I'm a shadow. Nothing more, nothing less. Nobody really notices if I have anything different in me from one day to the other. That is if they notice me at all. There's no reason not to do it. I've done it before, after all, so why am I feeling so uncomfortable and nervous? Everything is going to be okay. Things will go back to normal as soon as it is over. I do it, clean after myself and leave. If this doesn't work out, I always have a plan B. Nobody will notice a thing. Nobody will notice if something is a little off. After all, they haven't noticed anything so far.
That's all I could think of while I sitting against the most isolated tree in the school I could find. Why would anybody see if there was a red line that would scar in a few days? Even if they did, I could always say Number 2 left them there. I had said that a few times when my grandmother asked. She never looked completely convinced, but she never said anything after that.
I just needed to get that feeling out of my system. Years ago I could define that feeling. But not anymore. While I was staring at my wrist and the wristband that would cover it in a few minutes, I tried my best to recall that feeling, to find a way to express why I was feeling that way, but all I could think of was this need to do it. To just do it. To get this pressure inside my chest that I didn't even know where it came from. That pressure that I could no longer know if it would go with a simple cut.
I was getting second thoughts. If I didn't know if it was going to work, why bother do it at all? But, then again, what if it did work? What if everything would feel right if I just pressed the razor to my wrist? I wouldn't have to suffer anymore. At least not for a few days. I was pretty sure I would get this feeling again in no more than a few days if I was lucky, but at that point I didn't care about that, all I wanted was to feel better at that moment.

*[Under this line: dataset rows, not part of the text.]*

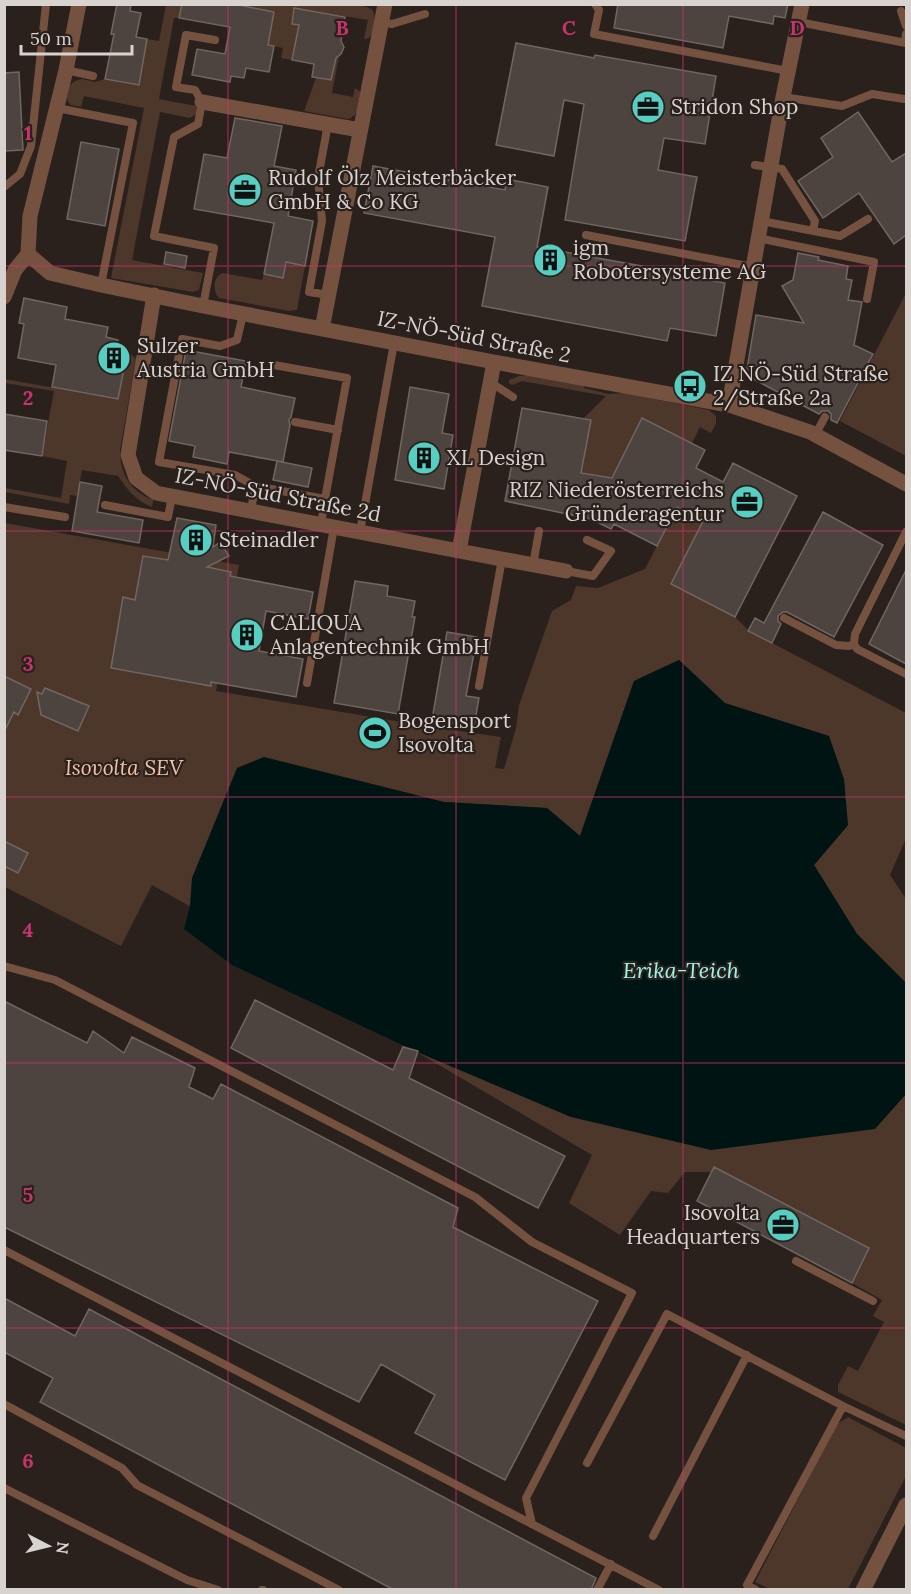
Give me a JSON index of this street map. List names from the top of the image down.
{
  "streets": {
    "street": ["IZ-NÖ-Süd Straße 2", "IZ-NÖ-Süd Straße 2d"]
  },
  "crossings": [
    ["IZ-NÖ-Süd Straße 2", "IZ-NÖ-Süd Straße 2d"]
  ],
  "water": ["Erika-Teich"],
  "parks": ["Isovolta SEV"],
  "places": {
    "office": [
      "Stridon Shop",
      "Rudolf Ölz Meisterbäcker GmbH & Co KG",
      "RIZ Niederösterreichs Gründeragentur",
      "Isovolta Headquarters"
    ],
    "building": [
      "igm Robotersysteme AG",
      "Sulzer Austria GmbH",
      "XL Design",
      "Steinadler",
      "CALIQUA Anlagentechnik GmbH"
    ],
    "bus stop": ["IZ NÖ-Süd Straße 2/Straße 2a"],
    "sports": ["Bogensport Isovolta"]
  },
  "scale_bar": "50 m",
  "north": "right",
  "grid": {
    "columns": ["B", "C", "D"],
    "rows": [
      "1",
      "2",
      "3",
      "4",
      "5",
      "6"
    ]
  }
}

I had tried asking for help days before, but being a shadow has its disadvantages, too. Although it is perfect for my basketball style, it is terrible when I am in trouble. I tried asking for help. I even tried screaming for help, but all of that is useless if the people around you don't even notice you are there.
I cleared my head of all those thoughts and looked at my wrist. I didn't have to think about that. After all, if they didn't notice me, why was I even expecting that they would come to my help? It was non-sense, total non-sense. I took my razor more firmly and started pressing it against my wrist. It stung at first, to cut through the same places that had been cut over and over again, but it always did. And that was what was keeping me coming back once again. I knew that it would sting, but I knew that that exact feeling was what made everything else disappear. All of my problems in school, my problems at home, my problems in the basketball team, my problems with my previous team…all of that, gone. At that moment, I didn't have to think about how I was going to make things go back to the way before everything went wrong. I didn't have to think about why things had gone wrong. I didn't have to think about how things would have been different if I simply had more presence. Or about what would have happened if I hadn't done this or that thing. All that mattered was what was going on in my wrist.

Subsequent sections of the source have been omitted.